• Assignment: A verbatim reprint of the records below is what this exercise asks for.
--------------------------------
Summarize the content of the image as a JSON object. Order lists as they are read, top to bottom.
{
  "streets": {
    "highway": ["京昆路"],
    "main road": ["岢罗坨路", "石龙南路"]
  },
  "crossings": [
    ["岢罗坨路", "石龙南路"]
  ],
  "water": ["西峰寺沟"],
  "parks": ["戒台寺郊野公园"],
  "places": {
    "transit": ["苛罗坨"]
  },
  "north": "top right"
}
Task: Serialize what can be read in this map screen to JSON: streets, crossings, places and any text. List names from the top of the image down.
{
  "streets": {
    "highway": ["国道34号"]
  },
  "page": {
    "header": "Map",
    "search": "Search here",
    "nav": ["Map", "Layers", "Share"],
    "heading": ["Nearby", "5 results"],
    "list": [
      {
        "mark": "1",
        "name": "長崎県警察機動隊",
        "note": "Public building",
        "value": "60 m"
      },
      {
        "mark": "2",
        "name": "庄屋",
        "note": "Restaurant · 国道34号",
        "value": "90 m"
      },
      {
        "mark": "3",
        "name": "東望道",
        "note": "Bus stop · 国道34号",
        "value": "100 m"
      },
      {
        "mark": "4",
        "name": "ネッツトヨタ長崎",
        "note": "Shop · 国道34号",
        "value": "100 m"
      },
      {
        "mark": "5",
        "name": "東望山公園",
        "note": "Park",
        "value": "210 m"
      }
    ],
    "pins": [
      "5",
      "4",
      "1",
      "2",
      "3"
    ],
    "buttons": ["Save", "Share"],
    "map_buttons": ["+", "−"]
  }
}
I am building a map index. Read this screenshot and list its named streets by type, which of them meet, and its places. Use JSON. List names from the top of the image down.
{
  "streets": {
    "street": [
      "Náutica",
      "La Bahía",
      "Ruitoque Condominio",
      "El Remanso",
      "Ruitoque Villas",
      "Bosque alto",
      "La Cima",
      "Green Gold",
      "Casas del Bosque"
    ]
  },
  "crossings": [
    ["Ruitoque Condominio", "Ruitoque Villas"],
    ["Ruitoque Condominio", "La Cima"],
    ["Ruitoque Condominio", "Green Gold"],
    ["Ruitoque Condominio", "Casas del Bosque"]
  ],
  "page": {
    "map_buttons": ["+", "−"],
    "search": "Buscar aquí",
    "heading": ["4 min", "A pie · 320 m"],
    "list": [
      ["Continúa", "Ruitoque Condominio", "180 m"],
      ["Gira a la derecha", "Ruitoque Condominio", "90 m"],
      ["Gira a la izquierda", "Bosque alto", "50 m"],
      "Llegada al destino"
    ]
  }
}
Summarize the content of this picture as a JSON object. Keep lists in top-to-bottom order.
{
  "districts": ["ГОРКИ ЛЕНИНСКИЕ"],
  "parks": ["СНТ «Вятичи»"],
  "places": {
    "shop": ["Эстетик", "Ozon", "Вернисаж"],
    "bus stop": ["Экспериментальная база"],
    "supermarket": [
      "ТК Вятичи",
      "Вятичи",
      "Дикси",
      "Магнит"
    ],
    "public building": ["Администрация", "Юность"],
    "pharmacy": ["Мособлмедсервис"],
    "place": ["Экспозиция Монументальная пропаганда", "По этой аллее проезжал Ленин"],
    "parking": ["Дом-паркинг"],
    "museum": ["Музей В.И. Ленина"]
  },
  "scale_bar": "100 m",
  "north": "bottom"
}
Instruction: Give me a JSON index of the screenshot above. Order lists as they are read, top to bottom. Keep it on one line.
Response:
--------------------------------
• Expected answer:
Summarize the content of the image as a JSON object. Order lists as they are read, top to bottom.
{
  "streets": {
    "highway": ["京昆路"],
    "main road": ["岢罗坨路", "石龙南路"]
  },
  "crossings": [
    ["岢罗坨路", "石龙南路"]
  ],
  "water": ["西峰寺沟"],
  "parks": ["戒台寺郊野公园"],
  "places": {
    "transit": ["苛罗坨"]
  },
  "north": "top right"
}
Task: Serialize what can be read in this map screen to JSON: streets, crossings, places and any text. List names from the top of the image down.
{
  "streets": {
    "highway": ["国道34号"]
  },
  "page": {
    "header": "Map",
    "search": "Search here",
    "nav": ["Map", "Layers", "Share"],
    "heading": ["Nearby", "5 results"],
    "list": [
      {
        "mark": "1",
        "name": "長崎県警察機動隊",
        "note": "Public building",
        "value": "60 m"
      },
      {
        "mark": "2",
        "name": "庄屋",
        "note": "Restaurant · 国道34号",
        "value": "90 m"
      },
      {
        "mark": "3",
        "name": "東望道",
        "note": "Bus stop · 国道34号",
        "value": "100 m"
      },
      {
        "mark": "4",
        "name": "ネッツトヨタ長崎",
        "note": "Shop · 国道34号",
        "value": "100 m"
      },
      {
        "mark": "5",
        "name": "東望山公園",
        "note": "Park",
        "value": "210 m"
      }
    ],
    "pins": [
      "5",
      "4",
      "1",
      "2",
      "3"
    ],
    "buttons": ["Save", "Share"],
    "map_buttons": ["+", "−"]
  }
}
I am building a map index. Read this screenshot and list its named streets by type, which of them meet, and its places. Use JSON. List names from the top of the image down.
{
  "streets": {
    "street": [
      "Náutica",
      "La Bahía",
      "Ruitoque Condominio",
      "El Remanso",
      "Ruitoque Villas",
      "Bosque alto",
      "La Cima",
      "Green Gold",
      "Casas del Bosque"
    ]
  },
  "crossings": [
    ["Ruitoque Condominio", "Ruitoque Villas"],
    ["Ruitoque Condominio", "La Cima"],
    ["Ruitoque Condominio", "Green Gold"],
    ["Ruitoque Condominio", "Casas del Bosque"]
  ],
  "page": {
    "map_buttons": ["+", "−"],
    "search": "Buscar aquí",
    "heading": ["4 min", "A pie · 320 m"],
    "list": [
      ["Continúa", "Ruitoque Condominio", "180 m"],
      ["Gira a la derecha", "Ruitoque Condominio", "90 m"],
      ["Gira a la izquierda", "Bosque alto", "50 m"],
      "Llegada al destino"
    ]
  }
}
Summarize the content of this picture as a JSON object. Keep lists in top-to-bottom order.
{
  "districts": ["ГОРКИ ЛЕНИНСКИЕ"],
  "parks": ["СНТ «Вятичи»"],
  "places": {
    "shop": ["Эстетик", "Ozon", "Вернисаж"],
    "bus stop": ["Экспериментальная база"],
    "supermarket": [
      "ТК Вятичи",
      "Вятичи",
      "Дикси",
      "Магнит"
    ],
    "public building": ["Администрация", "Юность"],
    "pharmacy": ["Мособлмедсервис"],
    "place": ["Экспозиция Монументальная пропаганда", "По этой аллее проезжал Ленин"],
    "parking": ["Дом-паркинг"],
    "museum": ["Музей В.И. Ленина"]
  },
  "scale_bar": "100 m",
  "north": "bottom"
}
Instruction: Give me a JSON index of the screenshot above. Order lists as they are read, top to bottom. Keep it on one line.
Response:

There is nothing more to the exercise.